Advanced search

Message boards : Wish list : Revamping the failed task routine

Author Message
Profile skgiven
Volunteer moderator
Project tester
Volunteer tester
Avatar
Send message
Joined: 23 Apr 09
Posts: 3968
Credit: 1,837,071,099
RAC: 365,113
Level
His
Scientific publications
watwatwatwatwatwatwatwatwatwatwatwatwatwatwatwatwatwatwatwatwat
Message 18549 - Posted: 6 Sep 2010 | 18:27:07 UTC
Last modified: 6 Sep 2010 | 18:57:56 UTC

Perhaps at some stage the present task allocation and reporting system could be developed to incorporate the ability to use partially completed (failed) tasks?
For example, if a task fails after 3h, perhaps the data up to the failure point could be made useful and the resend could start slightly before the failure point (with some overlap for confirmation).
Such a system may not be feasible, due to server overhead or programming requirements, but if it could be done it would be a massive boost to crunchers and retain the services of many would be defunct CC1.1 cards, as well as deal with the random/inconspicuous errors that occur.
This has been eluded to in the past (trickle feed results for example), but I think the failed results could just be uploaded, if this approach was doable. Obviously if a task failed within a few minutes a full resend would be required, but after several hours it could really start to help.

Profile liveonc
Avatar
Send message
Joined: 1 Jan 10
Posts: 292
Credit: 41,567,650
RAC: 0
Level
Val
Scientific publications
watwatwatwatwatwat
Message 18551 - Posted: 6 Sep 2010 | 19:06:29 UTC - in response to Message 18549.
Last modified: 6 Sep 2010 | 19:23:27 UTC

Wouldn't that require a full list of all hardware components, drivers used, software installed & a log of every single process prior to the failure? Even after that, wouldn't the brand & revision, clock rates, voltages & temperatures, age & condition still be factors that also need to be known?
____________

Profile skgiven
Volunteer moderator
Project tester
Volunteer tester
Avatar
Send message
Joined: 23 Apr 09
Posts: 3968
Credit: 1,837,071,099
RAC: 365,113
Level
His
Scientific publications
watwatwatwatwatwatwatwatwatwatwatwatwatwatwatwatwatwatwatwatwat
Message 18555 - Posted: 7 Sep 2010 | 9:20:37 UTC - in response to Message 18551.

It's just a series of calculation, so I don't think so; it does not matter which calculator you use, just that you start from the correct palce. So it may be possible to pick it up from the last checkpoint.
If for example 42% of a task runs before failing, send the results back to the server, repackage say the last 60% and reissue the task (from just before the failure point).
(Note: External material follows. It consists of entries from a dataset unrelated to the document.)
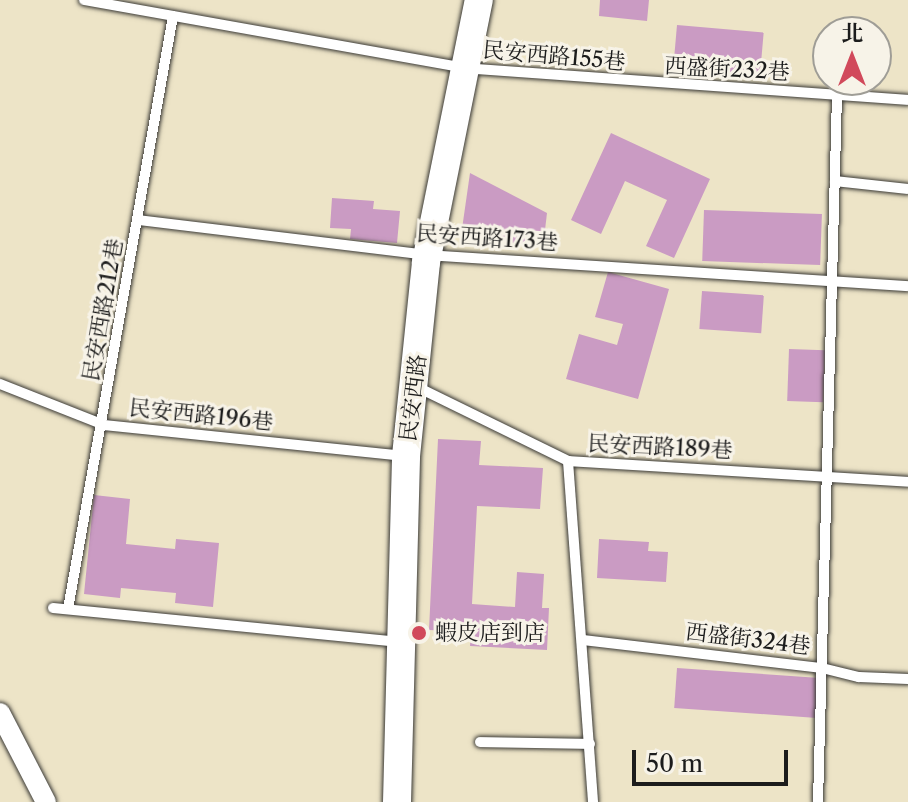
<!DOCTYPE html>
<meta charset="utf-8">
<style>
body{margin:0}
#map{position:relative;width:908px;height:802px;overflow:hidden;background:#ede4c7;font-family:"Libre Caslon Text","Noto Serif TC",serif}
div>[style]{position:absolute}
.building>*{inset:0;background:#ca9bc3;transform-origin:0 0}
.roads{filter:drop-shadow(0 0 2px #3b3a36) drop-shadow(0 0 2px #3b3a36)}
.lane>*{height:10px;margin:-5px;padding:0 5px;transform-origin:5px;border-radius:5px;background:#fff}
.street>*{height:20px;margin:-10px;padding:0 10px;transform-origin:10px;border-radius:10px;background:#fff}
.secondary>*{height:28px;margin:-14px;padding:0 14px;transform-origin:14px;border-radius:14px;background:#fff}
.dots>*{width:22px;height:22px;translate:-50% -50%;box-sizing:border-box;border:4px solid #f7f3e8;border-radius:50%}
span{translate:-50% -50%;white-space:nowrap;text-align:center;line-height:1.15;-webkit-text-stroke:6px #f7f3e8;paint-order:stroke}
.street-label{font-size:22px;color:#1c1c1c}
.poi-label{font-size:22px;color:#1c1c1c}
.left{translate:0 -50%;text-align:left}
.north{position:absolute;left:812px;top:16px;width:80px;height:80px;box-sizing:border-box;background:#f7f3e8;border:2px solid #9f9d96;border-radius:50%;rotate:0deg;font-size:22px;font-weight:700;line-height:32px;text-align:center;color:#1c1c1c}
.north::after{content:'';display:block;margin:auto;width:28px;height:36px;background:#d1495b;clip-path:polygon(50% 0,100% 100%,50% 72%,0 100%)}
.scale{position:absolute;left:632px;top:750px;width:156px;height:36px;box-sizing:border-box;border:4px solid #1c1c1c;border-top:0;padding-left:10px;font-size:24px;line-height:28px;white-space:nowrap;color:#1c1c1c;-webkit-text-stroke:6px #f7f3e8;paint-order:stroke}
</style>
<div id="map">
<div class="building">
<i style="clip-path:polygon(600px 0,649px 0,647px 21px,599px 16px)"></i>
<i style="left:677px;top:25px;width:87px;height:46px;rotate:5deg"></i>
<i style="clip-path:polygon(611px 133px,710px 179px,674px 258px,646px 246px,667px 200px,625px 181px,601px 234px,571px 220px)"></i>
<i style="clip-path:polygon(470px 173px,547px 213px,543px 247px,461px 236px)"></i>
<i style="clip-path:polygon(332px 198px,374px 201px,373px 209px,400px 211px,397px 243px,350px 239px,351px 229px,330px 228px)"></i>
<i style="left:704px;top:210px;width:118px;height:51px;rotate:2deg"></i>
<i style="clip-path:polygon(608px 272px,669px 289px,638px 399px,566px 379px,579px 334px,617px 345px,623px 324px,595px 317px)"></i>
<i style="left:702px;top:291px;width:62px;height:38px;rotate:4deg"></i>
<i style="left:789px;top:349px;width:36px;height:52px;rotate:2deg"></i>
<i style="clip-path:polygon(438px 439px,481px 441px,479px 465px,543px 468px,540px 509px,477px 506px,472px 604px,515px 607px,517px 572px,544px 574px,542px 608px,549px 608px,547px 650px,470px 646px,471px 632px,429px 630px)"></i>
<i style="clip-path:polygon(94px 495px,130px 499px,126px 544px,175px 549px,176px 539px,219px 543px,213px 607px,175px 603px,176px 593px,121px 588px,120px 598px,84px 594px)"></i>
<i style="clip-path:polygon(599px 539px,649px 542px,648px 551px,668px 552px,666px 582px,597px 578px)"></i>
<i style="left:677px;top:668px;width:143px;height:40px;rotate:4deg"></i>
</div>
<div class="roads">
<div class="lane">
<i style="left:84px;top:0;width:386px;rotate:10.1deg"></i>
<i style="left:464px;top:68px;width:445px;rotate:4.1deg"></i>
<i style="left:835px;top:181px;width:73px;rotate:6.3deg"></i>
<i style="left:138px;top:220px;width:291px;rotate:6.9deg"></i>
<i style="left:427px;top:255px;width:482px;rotate:3.7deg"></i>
<i style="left:0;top:384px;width:112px;rotate:21.5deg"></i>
<i style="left:104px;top:425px;width:302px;rotate:5.9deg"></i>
<i style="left:417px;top:387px;width:168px;rotate:26.1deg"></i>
<i style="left:568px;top:461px;width:341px;rotate:3.5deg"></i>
<i style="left:568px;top:461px;width:342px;rotate:85.8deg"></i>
<i style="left:53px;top:608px;width:346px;rotate:5.6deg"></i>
<i style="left:68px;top:609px;width:602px;rotate:-79.96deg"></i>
<i style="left:583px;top:640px;width:241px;rotate:6.7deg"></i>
<i style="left:822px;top:668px;width:38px;rotate:14deg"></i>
<i style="left:859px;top:677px;width:49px;rotate:2.3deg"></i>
<i style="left:480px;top:742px;width:110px;rotate:1deg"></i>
<i style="left:818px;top:802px;width:708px;rotate:-88.46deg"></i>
</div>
<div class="street">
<i style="left:0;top:713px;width:100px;rotate:62.7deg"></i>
</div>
<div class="secondary">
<i style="left:397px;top:802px;width:346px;rotate:-88.5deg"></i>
<i style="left:406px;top:456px;width:195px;rotate:-84.1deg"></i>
<i style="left:426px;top:262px;width:267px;rotate:-78.6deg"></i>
</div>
</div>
<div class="dots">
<i style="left:419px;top:633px;background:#d1495b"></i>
</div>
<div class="street-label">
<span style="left:554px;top:56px;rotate:5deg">民安西路155巷</span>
<span style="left:727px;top:69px;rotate:3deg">西盛街232巷</span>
<span style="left:487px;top:238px;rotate:4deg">民安西路173巷</span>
<span style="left:103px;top:310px;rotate:-80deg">民安西路212巷</span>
<span style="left:413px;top:398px;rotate:-83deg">民安西路</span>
<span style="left:201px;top:415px;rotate:6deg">民安西路196巷</span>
<span style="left:660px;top:447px;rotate:3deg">民安西路189巷</span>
<span style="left:748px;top:639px;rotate:7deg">西盛街324巷</span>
</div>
<div class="poi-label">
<span class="left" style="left:435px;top:633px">蝦皮店到店</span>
</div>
<div class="north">北</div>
<div class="scale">50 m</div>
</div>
That way there would be a 2% overlap, rather than 42% wasted runtime. Also the task could fail again at the same place, so it would be better not to crunch the first 42% again. That would be 84% of the time to crunch one task wasted, in total. When a task fails at around 99% its a big loss. If it has to start from scratch again and then fails at the same place, its a double blow.

Profile liveonc
Avatar
Send message
Joined: 1 Jan 10
Posts: 292
Credit: 41,567,650
RAC: 0
Level
Val
Scientific publications
watwatwatwatwatwat
Message 18557 - Posted: 7 Sep 2010 | 14:45:58 UTC - in response to Message 18555.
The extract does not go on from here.